* _EXERCISE PROMPT_: Please report every line in the entries that contains the string "function".

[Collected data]
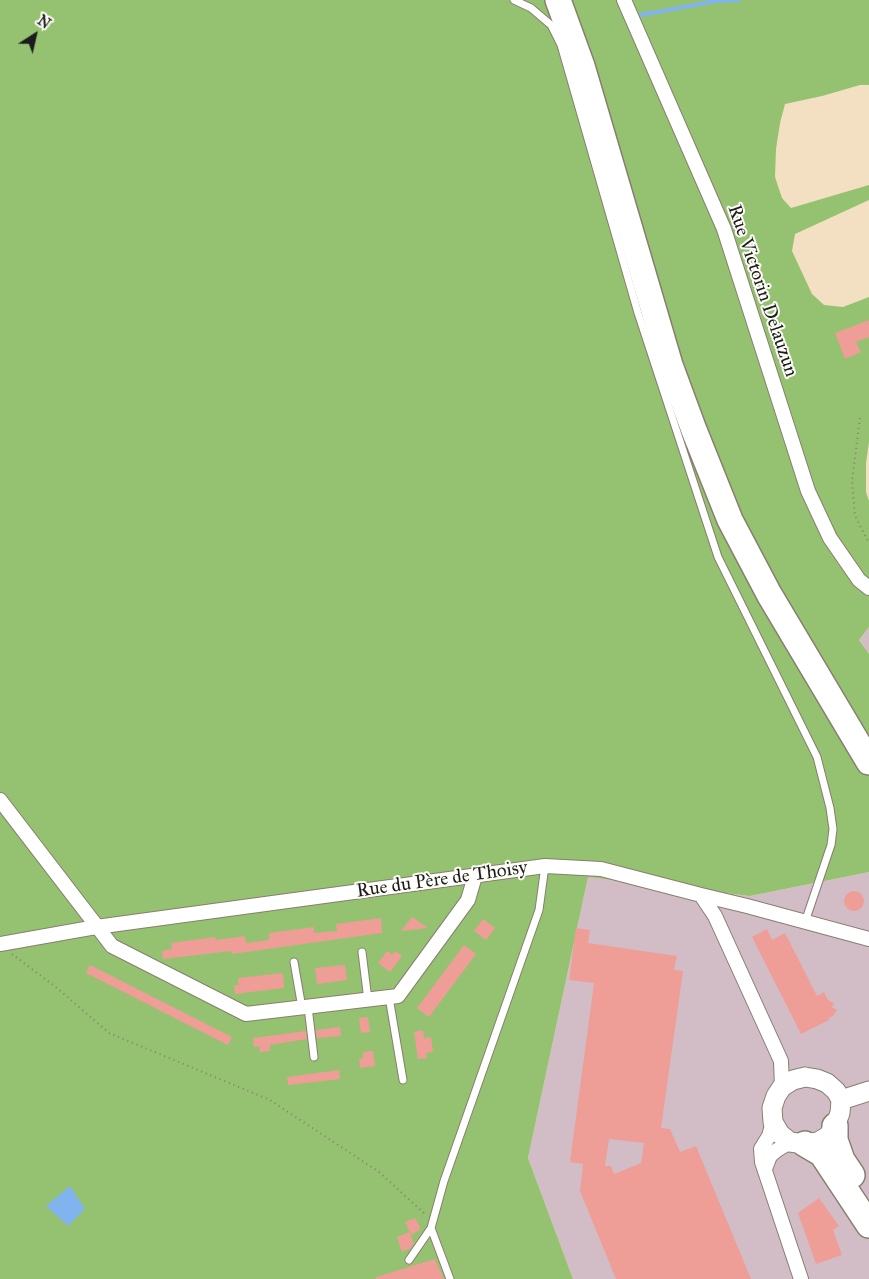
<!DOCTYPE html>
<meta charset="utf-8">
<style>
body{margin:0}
#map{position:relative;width:869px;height:1279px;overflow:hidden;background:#f3dfc2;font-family:"IM FELL Great Primer",serif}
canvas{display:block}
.north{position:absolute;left:10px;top:10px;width:50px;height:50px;-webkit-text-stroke:4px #fdfcf7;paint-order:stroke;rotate:35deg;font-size:14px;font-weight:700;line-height:20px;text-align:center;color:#1c1c1c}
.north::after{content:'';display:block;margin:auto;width:18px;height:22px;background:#1c1c1c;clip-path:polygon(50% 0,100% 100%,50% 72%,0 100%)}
</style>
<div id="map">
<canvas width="869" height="1279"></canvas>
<div class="north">N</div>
</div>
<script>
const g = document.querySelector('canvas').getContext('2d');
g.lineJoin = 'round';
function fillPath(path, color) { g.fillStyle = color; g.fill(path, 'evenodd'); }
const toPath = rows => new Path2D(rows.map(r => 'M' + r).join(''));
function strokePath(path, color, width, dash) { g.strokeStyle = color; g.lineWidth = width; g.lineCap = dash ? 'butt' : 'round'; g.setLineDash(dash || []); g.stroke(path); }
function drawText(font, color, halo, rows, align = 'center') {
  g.font = font + ' "IM FELL Great Primer",serif'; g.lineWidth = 4; g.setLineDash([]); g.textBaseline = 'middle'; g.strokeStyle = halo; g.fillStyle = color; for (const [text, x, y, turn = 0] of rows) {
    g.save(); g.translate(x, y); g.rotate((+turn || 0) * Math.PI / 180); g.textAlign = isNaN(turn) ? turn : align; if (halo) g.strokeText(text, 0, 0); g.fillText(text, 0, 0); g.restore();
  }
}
const industrial = toPath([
 [869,627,869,654,859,640],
 [869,872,869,1279,573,1279,528,1158,588,877,750,896]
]);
const green = toPath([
 [0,0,869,0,869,85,860,85,822,96,785,104,780,123,776,149,775,177,782,198,791,208,869,185,869,200,795,234,792,251,812,294,824,305,843,307,869,297,869,442,866,463,866,492,869,501,869,627,859,640,869,654,869,872,750,896,588,877,528,1158,573,1279,0,1279]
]);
const water = toPath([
 [70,1186,85,1209,68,1226,46,1206]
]);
const stream = toPath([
 [641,15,716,1,739,0]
]);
const building = toPath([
 [869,320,869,337,856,342,861,352,845,359,835,333],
 '844 901a10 10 0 1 1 20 0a10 10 0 1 1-20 0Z',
 [412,917,428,928,401,931],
 [381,918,382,933,232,954,231,951,163,959,162,951,172,949,171,943,215,937,216,940,245,936,246,943,269,940,269,933,314,927,314,933,337,931,336,924],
 [483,919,495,928,486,940,474,931],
 [576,928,590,930,588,943,677,956,674,970,683,971,661,1128,670,1129,680,1152,696,1146,751,1279,616,1279,580,1191,583,1164,570,1162,594,983,569,980],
 [609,1139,644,1143,641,1163,614,1174,611,1166,605,1166],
 [767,929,772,940,785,933,817,996,824,992,828,1000,834,1003,832,1007,837,1010,833,1016,828,1018,829,1020,801,1034,752,937],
 [464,945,476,954,429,1017,417,1008],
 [387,951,392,955,395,951,402,956,390,972,378,963],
 [90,965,232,1037,228,1045,86,973],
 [345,965,347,980,317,984,315,968],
 [283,973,284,988,235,994,234,985,239,985,238,978],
 [368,1017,370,1032,361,1033,359,1018],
 [340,1027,341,1036,317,1038,316,1030],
 [423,1030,424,1038,431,1037,433,1052,426,1053,427,1058,418,1059,414,1032],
 [306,1031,307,1039,270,1045,270,1051,260,1052,259,1046,254,1047,253,1038],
 [373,1051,375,1066,360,1068,359,1059,363,1058,363,1052],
 [339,1070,340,1079,288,1085,287,1077],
 [819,1198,839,1226,833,1230,842,1255,816,1264,798,1213],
 [415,1218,421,1229,411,1235,405,1222],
 [409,1232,414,1243,411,1248,402,1252,397,1237],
 [435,1259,444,1279,376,1279,376,1277]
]);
const path = toPath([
 [860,418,852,481,855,516,869,543],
 [12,954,57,988,109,1033,270,1100,379,1172,425,1214]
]);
const lane = toPath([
 [514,0,531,8,551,25,561,45,638,313,718,557,817,757,830,808,833,829,831,845,805,922],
 [362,952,368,1000],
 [294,962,302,1008],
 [389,997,403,1080],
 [308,1007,314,1057],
 [409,1260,431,1228],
 [450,1279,431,1228,444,1181,539,910,545,866]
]);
const street = toPath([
 [624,0,724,229,808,491,830,538,859,580,869,588],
 [0,800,112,946,246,1014,398,996,468,900,475,876],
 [701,895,747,906,869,939],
 [0,944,96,927,545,866,601,869,701,895,715,916,781,1061,782,1087],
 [773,1122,769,1136,761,1149,762,1162,801,1279],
 [765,1169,770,1156,777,1150,790,1142]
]);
const secondary = toPath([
 [805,1077,817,1079,827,1083,836,1091,841,1100,840,1113,835,1126,828,1136,818,1142,805,1144,790,1142,780,1134,773,1122,772,1108,776,1096,782,1087,793,1080,805,1077],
 [841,1100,869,1091]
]);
const highway = toPath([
 [558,0,582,66,670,365,694,430,730,520,769,594,869,762],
 [835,1126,835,1140,842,1160,852,1175],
 [805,1144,822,1154,869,1225]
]);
const streetNames = [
 ["Rue Victorin Delauzun",762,291,71],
 ["Rue du Père de Thoisy",442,880,-8]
];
fillPath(industrial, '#d2bdc6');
fillPath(green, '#95c270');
fillPath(water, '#81b4ee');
strokePath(stream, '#81b4ee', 4);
fillPath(building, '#ee9e96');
strokePath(lane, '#887e6f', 9);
strokePath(street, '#887e6f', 16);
strokePath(secondary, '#887e6f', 21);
strokePath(highway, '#887e6f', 28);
strokePath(path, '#887e6f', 2, [1, 4]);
strokePath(lane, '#fff', 7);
strokePath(street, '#fff', 14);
strokePath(secondary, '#fff', 19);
strokePath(highway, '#fff', 25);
drawText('19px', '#1c1c1c', '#fdfcf7', streetNames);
</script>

* _RESULT_:
function fillPath(path, color) { g.fillStyle = color; g.fill(path, 'evenodd'); }
function strokePath(path, color, width, dash) { g.strokeStyle = color; g.lineWidth = width; g.lineCap = dash ? 'butt' : 'round'; g.setLineDash(dash || []); g.stroke(path); }
function drawText(font, color, halo, rows, align = 'center') {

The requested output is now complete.